Whenever the word "water" appears on a line of the material below, that line is counted; state the total alone.

══ EXERCISE DATA

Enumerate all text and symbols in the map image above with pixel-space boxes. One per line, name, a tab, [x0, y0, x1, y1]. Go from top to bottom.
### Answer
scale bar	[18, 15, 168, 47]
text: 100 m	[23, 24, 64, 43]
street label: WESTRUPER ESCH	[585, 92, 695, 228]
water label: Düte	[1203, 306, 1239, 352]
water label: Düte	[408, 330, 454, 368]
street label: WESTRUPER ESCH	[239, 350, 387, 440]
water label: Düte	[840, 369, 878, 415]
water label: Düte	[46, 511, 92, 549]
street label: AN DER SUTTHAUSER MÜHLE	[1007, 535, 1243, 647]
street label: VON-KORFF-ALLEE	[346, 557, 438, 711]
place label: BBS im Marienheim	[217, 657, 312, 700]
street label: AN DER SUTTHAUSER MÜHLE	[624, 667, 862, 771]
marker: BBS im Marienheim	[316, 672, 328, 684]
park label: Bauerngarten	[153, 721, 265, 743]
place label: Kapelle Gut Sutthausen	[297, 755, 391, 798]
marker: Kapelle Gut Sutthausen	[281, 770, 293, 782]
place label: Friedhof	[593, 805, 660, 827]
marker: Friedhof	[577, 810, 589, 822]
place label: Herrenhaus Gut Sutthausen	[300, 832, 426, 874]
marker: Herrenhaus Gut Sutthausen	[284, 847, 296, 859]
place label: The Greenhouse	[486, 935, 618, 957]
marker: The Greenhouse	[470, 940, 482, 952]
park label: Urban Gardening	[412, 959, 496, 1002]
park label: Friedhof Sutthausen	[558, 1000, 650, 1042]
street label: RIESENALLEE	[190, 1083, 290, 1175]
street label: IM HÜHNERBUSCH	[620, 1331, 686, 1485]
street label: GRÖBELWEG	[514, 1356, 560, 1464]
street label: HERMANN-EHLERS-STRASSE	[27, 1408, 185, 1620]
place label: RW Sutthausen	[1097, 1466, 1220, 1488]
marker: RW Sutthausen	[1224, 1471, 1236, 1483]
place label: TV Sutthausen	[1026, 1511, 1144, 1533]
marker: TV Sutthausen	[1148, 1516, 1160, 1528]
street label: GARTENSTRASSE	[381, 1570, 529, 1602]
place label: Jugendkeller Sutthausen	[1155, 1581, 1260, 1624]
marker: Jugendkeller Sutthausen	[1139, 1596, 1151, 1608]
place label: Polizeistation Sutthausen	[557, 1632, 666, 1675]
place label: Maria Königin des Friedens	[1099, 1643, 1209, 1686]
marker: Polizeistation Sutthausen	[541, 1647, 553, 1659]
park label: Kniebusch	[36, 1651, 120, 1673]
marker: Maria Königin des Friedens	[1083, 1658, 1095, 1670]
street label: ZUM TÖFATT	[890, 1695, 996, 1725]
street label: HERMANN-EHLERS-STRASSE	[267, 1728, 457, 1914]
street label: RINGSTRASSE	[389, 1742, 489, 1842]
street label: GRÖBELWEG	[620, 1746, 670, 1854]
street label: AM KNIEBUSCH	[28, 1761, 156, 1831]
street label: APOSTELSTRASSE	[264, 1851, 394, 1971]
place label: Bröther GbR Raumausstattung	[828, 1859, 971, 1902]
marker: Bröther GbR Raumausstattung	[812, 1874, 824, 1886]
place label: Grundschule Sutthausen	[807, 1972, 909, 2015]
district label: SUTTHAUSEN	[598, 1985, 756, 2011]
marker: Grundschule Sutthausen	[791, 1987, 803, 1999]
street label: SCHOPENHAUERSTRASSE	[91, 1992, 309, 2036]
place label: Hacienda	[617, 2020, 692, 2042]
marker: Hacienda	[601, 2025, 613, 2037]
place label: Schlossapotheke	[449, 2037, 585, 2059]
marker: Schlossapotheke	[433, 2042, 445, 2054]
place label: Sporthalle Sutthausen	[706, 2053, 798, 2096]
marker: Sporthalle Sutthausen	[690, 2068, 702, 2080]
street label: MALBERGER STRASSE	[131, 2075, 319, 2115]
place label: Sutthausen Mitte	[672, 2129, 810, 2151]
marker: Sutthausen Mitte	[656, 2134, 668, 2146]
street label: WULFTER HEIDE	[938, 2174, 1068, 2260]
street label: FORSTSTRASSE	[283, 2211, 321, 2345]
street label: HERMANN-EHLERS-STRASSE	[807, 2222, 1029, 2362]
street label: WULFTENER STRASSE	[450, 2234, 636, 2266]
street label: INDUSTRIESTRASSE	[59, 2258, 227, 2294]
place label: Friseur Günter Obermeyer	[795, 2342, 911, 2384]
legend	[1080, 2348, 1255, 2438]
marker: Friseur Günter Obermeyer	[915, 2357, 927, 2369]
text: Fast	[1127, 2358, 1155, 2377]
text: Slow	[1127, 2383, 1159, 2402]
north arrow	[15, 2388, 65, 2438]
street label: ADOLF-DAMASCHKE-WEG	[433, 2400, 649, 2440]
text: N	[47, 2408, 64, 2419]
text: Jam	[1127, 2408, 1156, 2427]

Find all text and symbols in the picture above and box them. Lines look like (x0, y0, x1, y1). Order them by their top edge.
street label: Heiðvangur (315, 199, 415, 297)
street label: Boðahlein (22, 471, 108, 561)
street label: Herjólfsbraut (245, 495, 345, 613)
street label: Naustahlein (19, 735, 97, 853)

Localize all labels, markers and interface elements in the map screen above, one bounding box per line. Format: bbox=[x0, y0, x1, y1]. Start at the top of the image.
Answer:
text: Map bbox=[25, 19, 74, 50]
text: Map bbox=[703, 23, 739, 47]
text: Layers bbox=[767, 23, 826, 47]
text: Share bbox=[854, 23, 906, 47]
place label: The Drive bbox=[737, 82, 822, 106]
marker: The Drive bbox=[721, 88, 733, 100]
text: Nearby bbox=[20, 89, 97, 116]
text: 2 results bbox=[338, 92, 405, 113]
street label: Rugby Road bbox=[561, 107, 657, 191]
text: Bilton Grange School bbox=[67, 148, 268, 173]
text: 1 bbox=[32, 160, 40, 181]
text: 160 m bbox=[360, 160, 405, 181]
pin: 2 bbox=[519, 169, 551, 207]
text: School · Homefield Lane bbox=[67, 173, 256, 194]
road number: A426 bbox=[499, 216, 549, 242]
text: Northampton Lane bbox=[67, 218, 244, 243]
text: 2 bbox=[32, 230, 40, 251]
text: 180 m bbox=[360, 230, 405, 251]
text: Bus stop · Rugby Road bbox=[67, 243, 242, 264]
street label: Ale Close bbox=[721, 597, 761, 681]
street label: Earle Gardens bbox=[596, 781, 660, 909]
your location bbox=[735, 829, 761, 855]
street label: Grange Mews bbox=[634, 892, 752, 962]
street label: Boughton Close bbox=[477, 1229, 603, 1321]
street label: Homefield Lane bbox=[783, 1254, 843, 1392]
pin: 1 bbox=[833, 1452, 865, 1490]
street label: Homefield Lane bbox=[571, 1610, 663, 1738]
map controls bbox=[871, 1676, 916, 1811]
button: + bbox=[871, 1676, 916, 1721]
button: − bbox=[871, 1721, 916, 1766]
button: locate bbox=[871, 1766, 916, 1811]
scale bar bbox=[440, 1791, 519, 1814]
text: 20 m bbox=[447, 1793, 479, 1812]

════

## ANSWER BELOW
4